▸ **What to do**
Set every line of the data down again exactly, and keep the pictures out.

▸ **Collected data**

☆ ☆ ☆

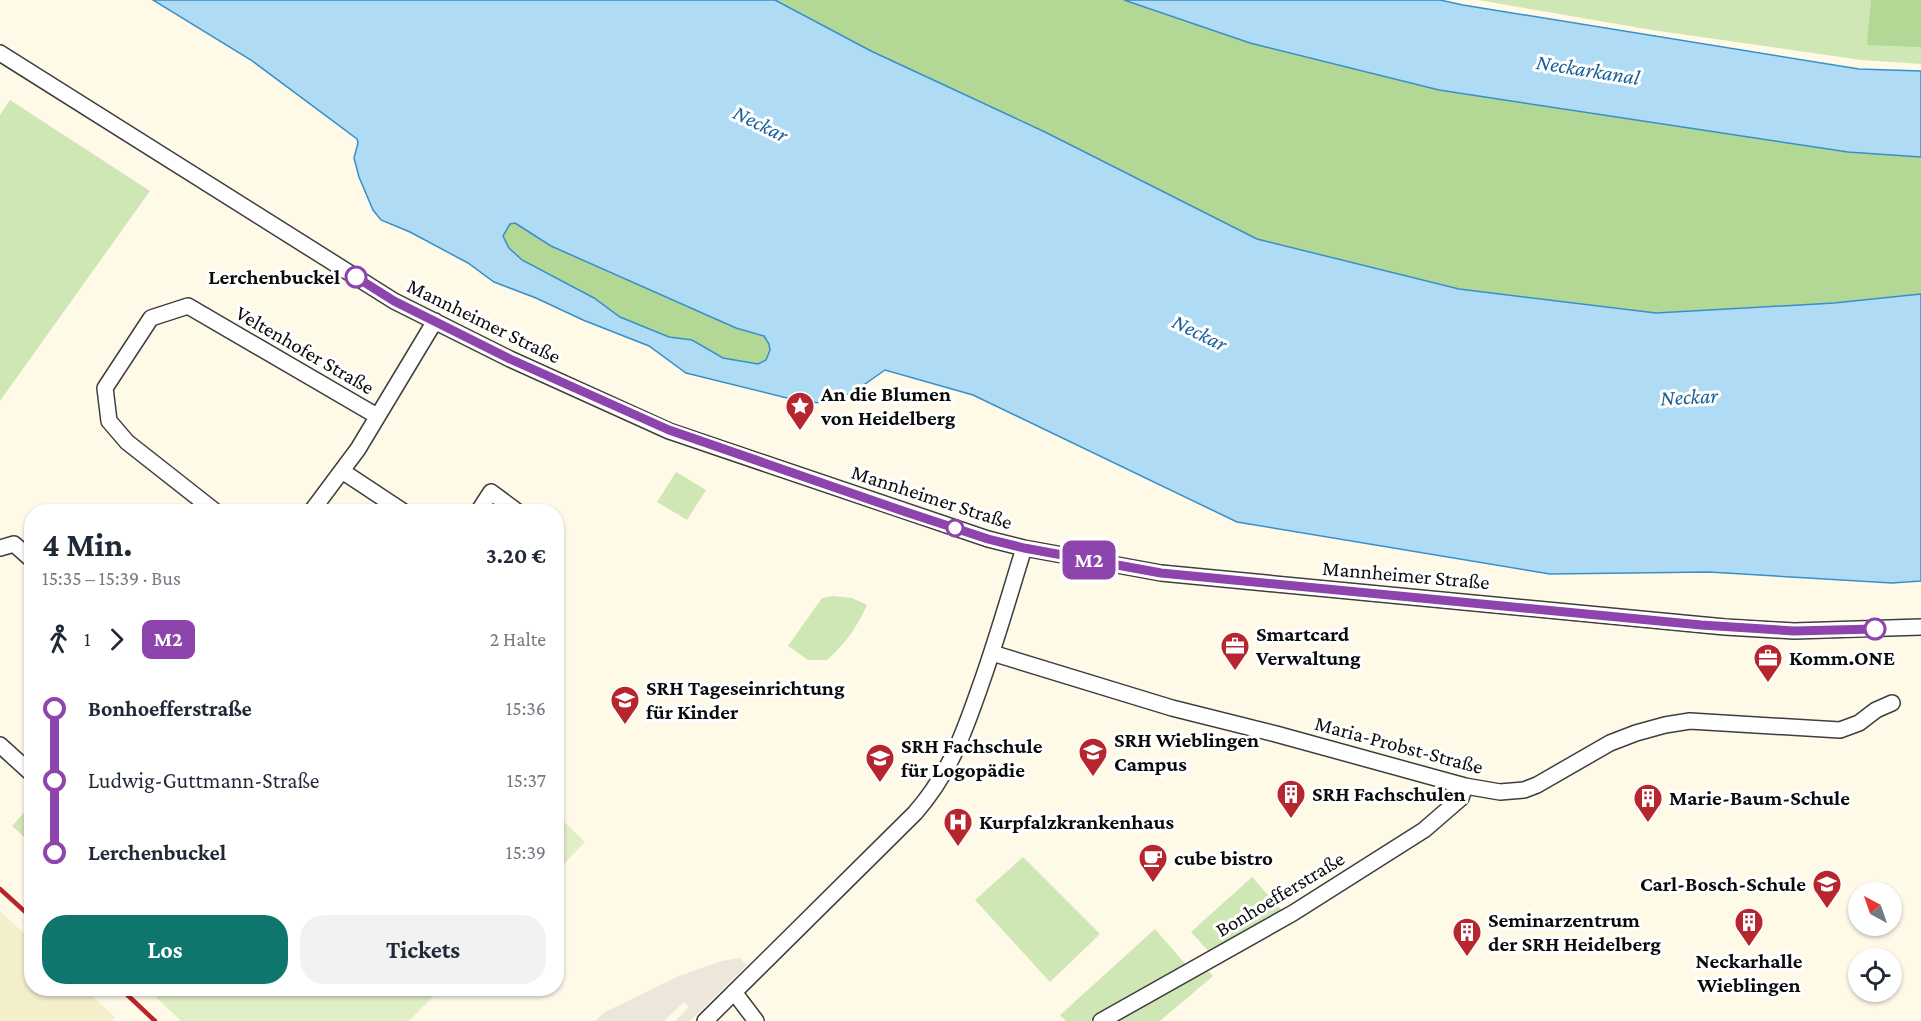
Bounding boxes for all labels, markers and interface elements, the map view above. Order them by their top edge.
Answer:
water label: Neckarkanal [1534,49,1642,90]
water label: Neckar [729,100,793,148]
place label: Lerchenbuckel [208,265,340,289]
marker: Lerchenbuckel [345,266,367,288]
street label: Mannheimer Straße [403,273,565,369]
street label: Veltenhofer Straße [231,301,379,399]
water label: Neckar [1168,309,1232,357]
place label: An die Blumen von Heidelberg [820,382,956,430]
water label: Neckar [1660,382,1720,410]
place icon: An die Blumen von Heidelberg [784,390,816,432]
street label: Mannheimer Straße [849,460,1015,534]
unlabelled marker [946,519,964,537]
text: 4 Min. [42,526,133,563]
line badge: M2 [1062,540,1116,580]
text: 3.20 € [486,543,546,568]
text: M2 [1075,548,1103,572]
street label: Mannheimer Straße [1321,556,1491,594]
text: 15:35 – 15:39 · Bus [42,567,181,589]
unlabelled marker [1864,618,1886,640]
place label: Smartcard Verwaltung [1255,622,1361,670]
icon: walk [42,623,75,656]
icon: forward [100,623,133,656]
text: M2 [154,627,183,651]
text: 1 [84,628,91,650]
text: 2 Halte [490,628,546,650]
office icon: Smartcard Verwaltung [1219,630,1251,672]
office icon: Komm.ONE [1752,642,1784,684]
place label: Komm.ONE [1789,646,1895,670]
place label: SRH Tageseinrichtung für Kinder [646,676,845,724]
school or university icon: SRH Tageseinrichtung für Kinder [609,684,641,726]
text: Bonhoefferstraße [88,696,252,721]
text: 15:36 [506,697,546,719]
street label: Maria-Probst-Straße [1312,711,1486,779]
place label: SRH Wieblingen Campus [1114,728,1259,776]
place label: SRH Fachschule für Logopädie [901,734,1043,782]
school or university icon: SRH Wieblingen Campus [1077,736,1109,778]
school or university icon: SRH Fachschule für Logopädie [864,742,896,784]
text: Ludwig-Guttmann-Straße [88,768,319,793]
text: 15:37 [507,769,546,791]
building icon: SRH Fachschulen [1275,778,1307,820]
place label: SRH Fachschulen [1312,782,1465,806]
building icon: Marie-Baum-Schule [1632,782,1664,824]
place label: Marie-Baum-Schule [1669,786,1850,810]
hospital icon: Kurpfalzkrankenhaus [942,806,974,848]
place label: Kurpfalzkrankenhaus [979,810,1174,834]
text: Lerchenbuckel [88,840,226,865]
text: 15:39 [506,841,546,863]
cafe icon: cube bistro [1137,842,1169,884]
place label: cube bistro [1174,846,1273,870]
street label: Bonhoefferstraße [1211,846,1349,942]
school or university icon: Carl-Bosch-Schule [1811,868,1843,910]
place label: Carl-Bosch-Schule [1640,872,1806,896]
north arrow [1848,882,1902,936]
map controls [1848,882,1902,1002]
building icon: Neckarhalle Wieblingen [1733,906,1765,948]
place label: Seminarzentrum der SRH Heidelberg [1488,908,1661,956]
button: Los [42,915,288,984]
button: Tickets [300,915,546,984]
building icon: Seminarzentrum der SRH Heidelberg [1451,916,1483,958]
button: locate [1848,948,1902,1002]
place label: Neckarhalle Wieblingen [1695,949,1803,997]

☆ ☆ ☆

▸ **Response area**
Bounding boxes for all labels, markers and interface elements, the map view above. Order them by their top edge.
Answer:
water label: Neckarkanal [1534,49,1642,90]
water label: Neckar [729,100,793,148]
place label: Lerchenbuckel [208,265,340,289]
marker: Lerchenbuckel [345,266,367,288]
street label: Mannheimer Straße [403,273,565,369]
street label: Veltenhofer Straße [231,301,379,399]
water label: Neckar [1168,309,1232,357]
place label: An die Blumen von Heidelberg [820,382,956,430]
water label: Neckar [1660,382,1720,410]
place icon: An die Blumen von Heidelberg [784,390,816,432]
street label: Mannheimer Straße [849,460,1015,534]
unlabelled marker [946,519,964,537]
text: 4 Min. [42,526,133,563]
line badge: M2 [1062,540,1116,580]
text: 3.20 € [486,543,546,568]
text: M2 [1075,548,1103,572]
street label: Mannheimer Straße [1321,556,1491,594]
text: 15:35 – 15:39 · Bus [42,567,181,589]
unlabelled marker [1864,618,1886,640]
place label: Smartcard Verwaltung [1255,622,1361,670]
icon: walk [42,623,75,656]
icon: forward [100,623,133,656]
text: M2 [154,627,183,651]
text: 1 [84,628,91,650]
text: 2 Halte [490,628,546,650]
office icon: Smartcard Verwaltung [1219,630,1251,672]
office icon: Komm.ONE [1752,642,1784,684]
place label: Komm.ONE [1789,646,1895,670]
place label: SRH Tageseinrichtung für Kinder [646,676,845,724]
school or university icon: SRH Tageseinrichtung für Kinder [609,684,641,726]
text: Bonhoefferstraße [88,696,252,721]
text: 15:36 [506,697,546,719]
street label: Maria-Probst-Straße [1312,711,1486,779]
place label: SRH Wieblingen Campus [1114,728,1259,776]
place label: SRH Fachschule für Logopädie [901,734,1043,782]
school or university icon: SRH Wieblingen Campus [1077,736,1109,778]
school or university icon: SRH Fachschule für Logopädie [864,742,896,784]
text: Ludwig-Guttmann-Straße [88,768,319,793]
text: 15:37 [507,769,546,791]
building icon: SRH Fachschulen [1275,778,1307,820]
place label: SRH Fachschulen [1312,782,1465,806]
building icon: Marie-Baum-Schule [1632,782,1664,824]
place label: Marie-Baum-Schule [1669,786,1850,810]
hospital icon: Kurpfalzkrankenhaus [942,806,974,848]
place label: Kurpfalzkrankenhaus [979,810,1174,834]
text: Lerchenbuckel [88,840,226,865]
text: 15:39 [506,841,546,863]
cafe icon: cube bistro [1137,842,1169,884]
place label: cube bistro [1174,846,1273,870]
street label: Bonhoefferstraße [1211,846,1349,942]
school or university icon: Carl-Bosch-Schule [1811,868,1843,910]
place label: Carl-Bosch-Schule [1640,872,1806,896]
north arrow [1848,882,1902,936]
map controls [1848,882,1902,1002]
building icon: Neckarhalle Wieblingen [1733,906,1765,948]
place label: Seminarzentrum der SRH Heidelberg [1488,908,1661,956]
button: Los [42,915,288,984]
button: Tickets [300,915,546,984]
building icon: Seminarzentrum der SRH Heidelberg [1451,916,1483,958]
button: locate [1848,948,1902,1002]
place label: Neckarhalle Wieblingen [1695,949,1803,997]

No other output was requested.